[Opening Working data section]

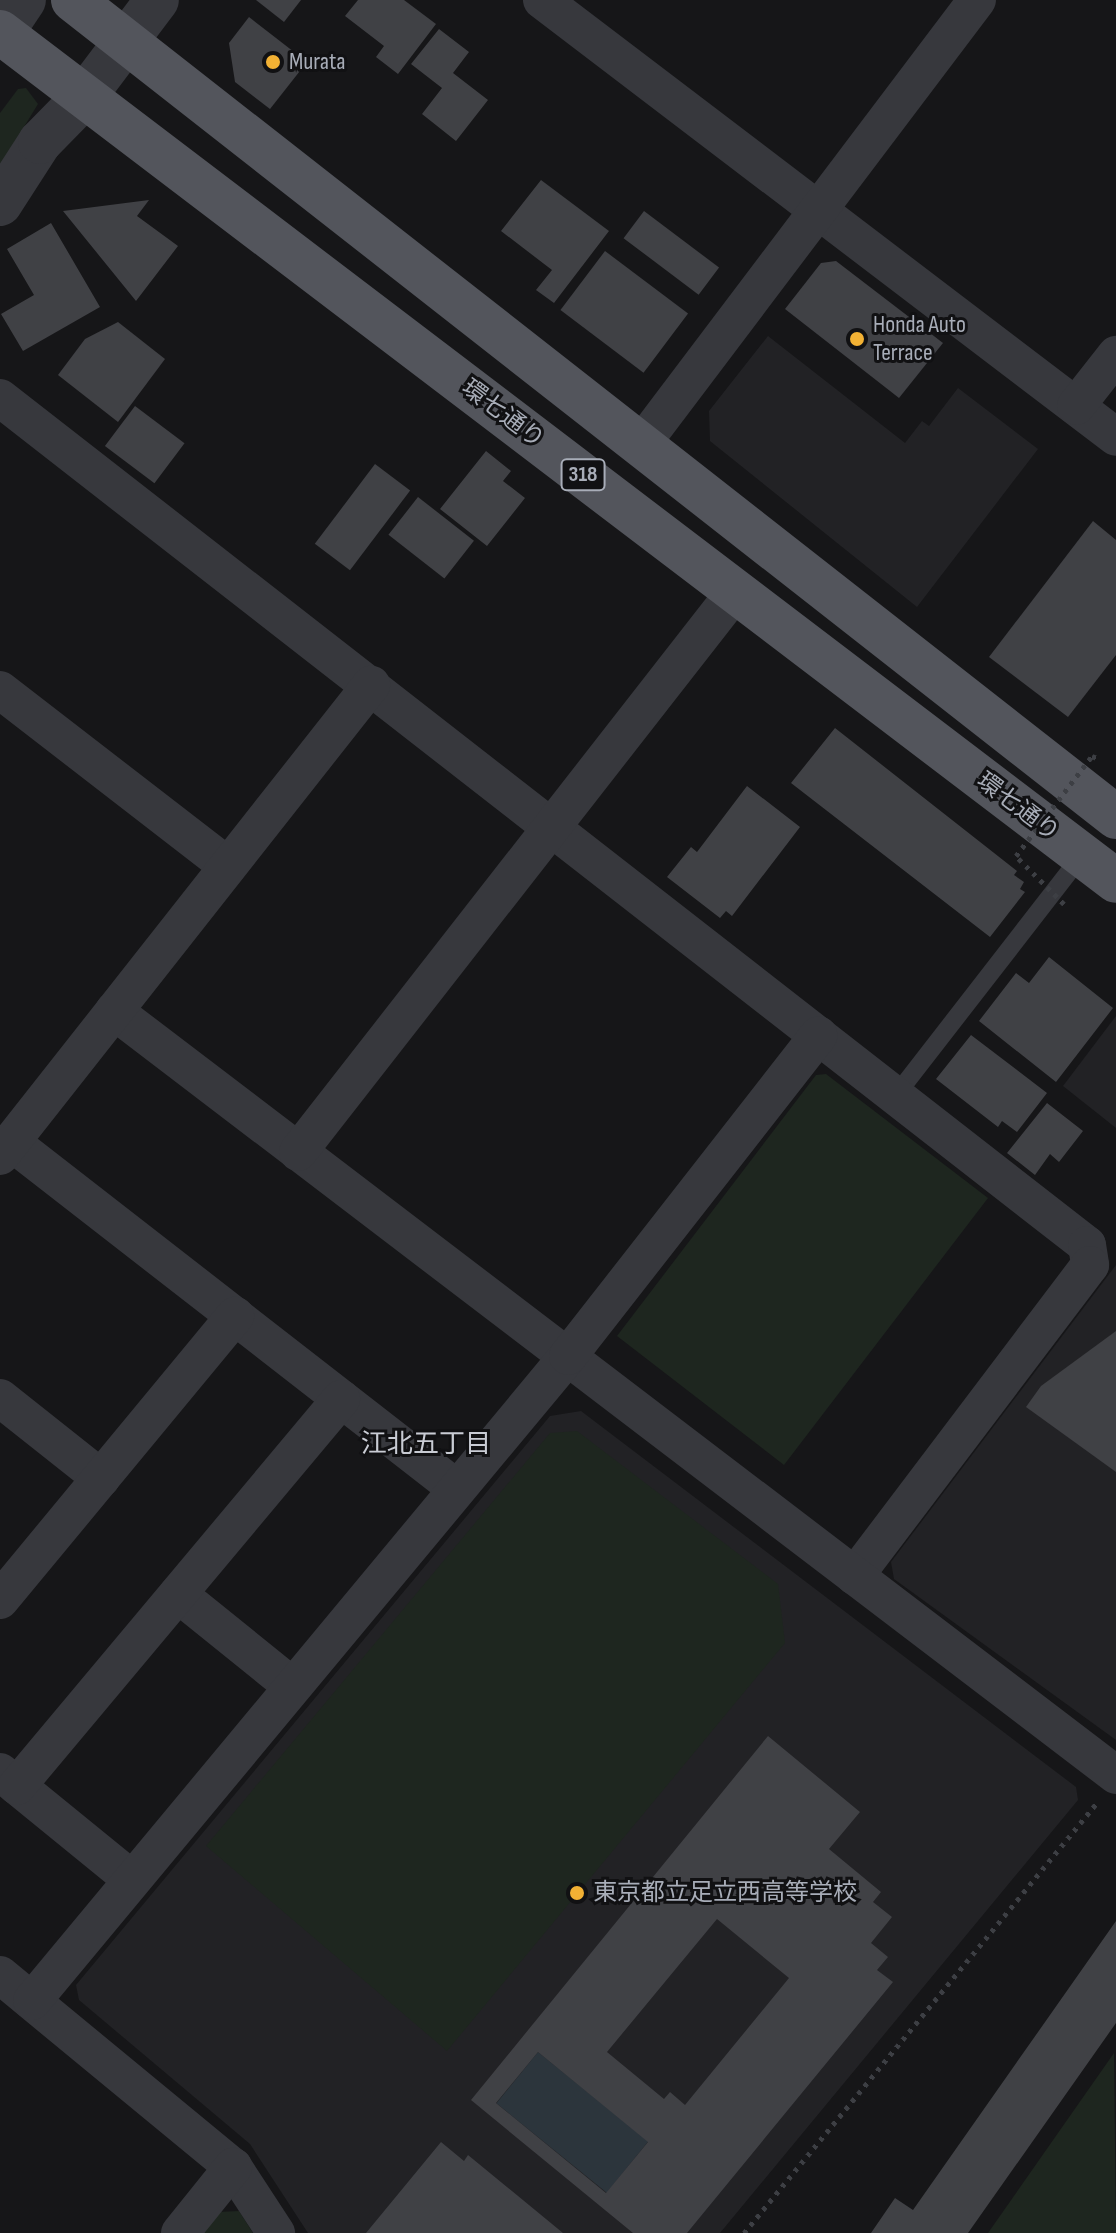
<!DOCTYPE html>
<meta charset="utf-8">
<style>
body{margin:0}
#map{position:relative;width:1116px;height:2233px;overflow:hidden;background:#161618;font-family:"Sofia Sans Condensed","Noto Sans JP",sans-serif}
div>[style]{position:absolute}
.built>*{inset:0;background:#222225}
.green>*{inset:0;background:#1e261f}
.water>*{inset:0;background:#2c353c;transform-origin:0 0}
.building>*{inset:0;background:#404145;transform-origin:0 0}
.path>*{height:5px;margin-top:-2.5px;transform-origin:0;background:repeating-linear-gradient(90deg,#3d3f44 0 4px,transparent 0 10px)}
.service>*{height:18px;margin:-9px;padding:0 9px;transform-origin:9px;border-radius:9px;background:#37383d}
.minor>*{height:38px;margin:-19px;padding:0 19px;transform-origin:19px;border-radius:19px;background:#37383d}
.tertiary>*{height:44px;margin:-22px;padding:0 22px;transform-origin:22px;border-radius:22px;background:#37383d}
.primary>*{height:44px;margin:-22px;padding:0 22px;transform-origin:22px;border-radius:22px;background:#53555c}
.path-bridge>*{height:5px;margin-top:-2.5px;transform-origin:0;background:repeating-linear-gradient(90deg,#3d3f44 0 4px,transparent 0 10px)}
.dots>*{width:22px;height:22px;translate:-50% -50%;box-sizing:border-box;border:4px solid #111113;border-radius:50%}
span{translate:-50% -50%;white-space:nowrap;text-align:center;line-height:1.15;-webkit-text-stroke:6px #111113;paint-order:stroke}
.shield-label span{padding:2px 6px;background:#111113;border:2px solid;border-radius:6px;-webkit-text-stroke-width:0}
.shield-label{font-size:22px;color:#a8adb8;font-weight:700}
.poi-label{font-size:24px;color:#a8adb8}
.left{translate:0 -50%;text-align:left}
.street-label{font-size:24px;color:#a8adb8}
.neighbourhood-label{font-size:26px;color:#c9ccd4}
</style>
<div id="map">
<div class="built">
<i style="clip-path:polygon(768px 336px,905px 443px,922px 421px,929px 426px,958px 388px,1038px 449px,917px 607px,710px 441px,709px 411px)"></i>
<i style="clip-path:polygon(1116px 1016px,1116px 1128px,1063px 1086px)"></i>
<i style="clip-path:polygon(1116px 1265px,1116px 1740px,894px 1579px,891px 1562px)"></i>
<i style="clip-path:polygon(581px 1411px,1076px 1787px,1078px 1800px,720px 2233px,308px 2233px,250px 2144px,79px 2000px,76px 1985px,550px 1416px)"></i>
</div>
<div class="green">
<i style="clip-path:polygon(26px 88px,38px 104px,0 166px,0 113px,18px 89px)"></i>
<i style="clip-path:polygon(826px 1074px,988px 1198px,784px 1465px,617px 1336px,816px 1075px)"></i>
<i style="clip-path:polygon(577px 1431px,778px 1584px,785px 1643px,447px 2051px,206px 1846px,550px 1433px)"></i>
<i style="clip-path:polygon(1114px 2053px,1116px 2233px,988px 2233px)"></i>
<i style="clip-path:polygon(239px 2211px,253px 2233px,200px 2233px,217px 2212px)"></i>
</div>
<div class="water">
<i style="left:538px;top:2052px;width:142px;height:66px;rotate:39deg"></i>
</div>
<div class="building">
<i style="clip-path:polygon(256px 0,301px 0,284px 22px)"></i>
<i style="clip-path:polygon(358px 0,404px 0,436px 24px,398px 74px,376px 57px,384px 46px,345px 16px)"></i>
<i style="clip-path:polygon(249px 17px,307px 62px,270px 109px,235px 82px,229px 43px)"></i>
<i style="clip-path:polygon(439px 29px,469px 52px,453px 73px,488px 100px,456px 141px,422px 114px,442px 88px,411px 64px)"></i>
<i style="clip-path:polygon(541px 180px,609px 231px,554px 303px,536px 290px,552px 270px,501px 231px)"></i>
<i style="clip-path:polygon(149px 200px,137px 216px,178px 246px,136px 301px,63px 211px)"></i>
<i style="left:644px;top:211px;width:94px;height:34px;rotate:37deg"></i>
<i style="clip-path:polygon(51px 223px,100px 307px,23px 351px,1px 314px,34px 295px,7px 249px)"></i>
<i style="left:605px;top:251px;width:104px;height:74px;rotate:37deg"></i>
<i style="clip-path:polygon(836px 261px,943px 343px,899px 398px,785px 309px,821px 263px)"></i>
<i style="clip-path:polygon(118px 322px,165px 359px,118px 422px,58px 375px,85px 339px)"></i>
<i style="left:135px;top:406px;width:62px;height:50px;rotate:37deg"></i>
<i style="clip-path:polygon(486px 451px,511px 471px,503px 481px,525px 498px,487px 546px,440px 509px)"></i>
<i style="left:375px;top:464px;width:44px;height:100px;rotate:37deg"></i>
<i style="left:418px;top:497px;width:71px;height:48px;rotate:38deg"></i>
<i style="clip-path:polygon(1093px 521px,1116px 540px,1116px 655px,1068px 717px,989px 657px)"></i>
<i style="clip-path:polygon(835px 728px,1017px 871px,1014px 875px,1024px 882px,1020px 889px,1025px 892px,990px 937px,791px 783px)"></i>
<i style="clip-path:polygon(747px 786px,800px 827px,732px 916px,726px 911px,720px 918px,667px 877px,691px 847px,697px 852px)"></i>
<i style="clip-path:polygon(1049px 957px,1113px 1008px,1056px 1082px,979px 1021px,1016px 973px,1029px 983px)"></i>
<i style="clip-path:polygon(971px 1035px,1047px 1093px,1017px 1132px,1002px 1121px,998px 1127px,936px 1079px)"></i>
<i style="clip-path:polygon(1047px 1103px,1083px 1131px,1059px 1162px,1050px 1154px,1035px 1175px,1007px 1153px)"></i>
<i style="clip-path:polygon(1116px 1331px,1116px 1472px,1026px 1407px,1041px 1386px)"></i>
<i style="clip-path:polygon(evenodd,768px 1736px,860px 1812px,829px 1849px,881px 1892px,873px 1902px,892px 1917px,871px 1943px,888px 1957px,877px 1970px,893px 1982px,687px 2233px,633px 2233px,471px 2100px,768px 1736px,717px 1919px,789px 1978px,685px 2105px,670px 2092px,664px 2099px,607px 2052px,717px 1919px,768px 1736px,538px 2052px,648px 2142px,606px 2193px,496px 2103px,538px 2052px)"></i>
<i style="clip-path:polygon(1116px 1921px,1116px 2023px,968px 2233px,871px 2233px,895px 2198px,913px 2210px)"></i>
<i style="clip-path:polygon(441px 2142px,464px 2161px,468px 2155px,563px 2233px,366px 2233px)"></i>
</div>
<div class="path">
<i style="left:744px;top:2233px;width:555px;rotate:-50.63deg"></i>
</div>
<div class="service">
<i style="left:896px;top:1095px;width:304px;rotate:-52.2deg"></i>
</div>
<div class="minor">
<i style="left:542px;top:0;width:721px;rotate:37.28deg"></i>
<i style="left:0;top:398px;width:1378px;rotate:37.93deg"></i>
<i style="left:1087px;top:1245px;width:20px;rotate:81deg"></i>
<i style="left:1090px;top:1265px;width:390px;rotate:127.1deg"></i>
<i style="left:1076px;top:406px;width:65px;rotate:-51.9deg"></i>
<i style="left:640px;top:446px;width:559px;rotate:-52.93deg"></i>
<i style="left:0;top:690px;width:288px;rotate:37.7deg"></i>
<i style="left:114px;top:1011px;width:1260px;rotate:37.32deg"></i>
<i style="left:11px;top:1142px;width:564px;rotate:37.87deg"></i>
<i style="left:298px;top:1152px;width:712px;rotate:-52.02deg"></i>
<i style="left:0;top:1156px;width:600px;rotate:-51.77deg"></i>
<i style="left:0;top:1398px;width:129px;rotate:38.4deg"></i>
<i style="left:178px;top:1594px;width:146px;rotate:38.9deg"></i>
<i style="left:0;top:1600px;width:369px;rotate:-50.4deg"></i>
<i style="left:0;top:1772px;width:169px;rotate:39.2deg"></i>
<i style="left:17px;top:1786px;width:505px;rotate:-50.06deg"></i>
<i style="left:0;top:1975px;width:302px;rotate:39.5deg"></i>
<i style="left:233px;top:2167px;width:79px;rotate:56.9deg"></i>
<i style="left:32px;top:2001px;width:839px;rotate:-50.27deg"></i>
<i style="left:568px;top:1356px;width:407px;rotate:-52deg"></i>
<i style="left:180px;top:2233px;width:85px;rotate:-51.2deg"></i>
</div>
<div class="tertiary">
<i style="left:0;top:36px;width:43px;rotate:-56.3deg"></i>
<i style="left:0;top:204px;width:74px;rotate:-57.2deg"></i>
<i style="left:40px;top:142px;width:63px;rotate:-45.6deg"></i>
<i style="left:84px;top:97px;width:121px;rotate:-53deg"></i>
</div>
<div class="primary">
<i style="left:73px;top:0;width:1325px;rotate:38.07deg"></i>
<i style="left:0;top:32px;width:1402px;rotate:37.26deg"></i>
</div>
<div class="path-bridge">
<i style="left:1064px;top:904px;width:68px;rotate:-135deg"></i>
<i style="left:1016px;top:856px;width:126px;rotate:-52.8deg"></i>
<i style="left:1092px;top:756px;width:5px;rotate:22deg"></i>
</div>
<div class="dots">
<i style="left:273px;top:62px;background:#f2b134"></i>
<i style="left:857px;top:339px;background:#f2b134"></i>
<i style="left:577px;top:1893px;background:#f2b134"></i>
</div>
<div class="shield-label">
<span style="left:583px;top:475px">318</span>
</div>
<div class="poi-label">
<span class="left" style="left:289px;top:62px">Murata</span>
<span class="left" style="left:873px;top:339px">Honda Auto<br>Terrace</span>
<span class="left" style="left:593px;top:1893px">東京都立足立西高等学校</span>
</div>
<div class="street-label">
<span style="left:503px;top:414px;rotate:37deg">環七通り</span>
<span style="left:1018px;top:807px;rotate:37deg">環七通り</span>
</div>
<div class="neighbourhood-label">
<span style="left:426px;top:1445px">江北五丁目</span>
</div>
</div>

[Closing Working data section]

Exercise prompt: Every line of the listing that holds "water" is to be counted; give only the resulting number.

Answer box: 2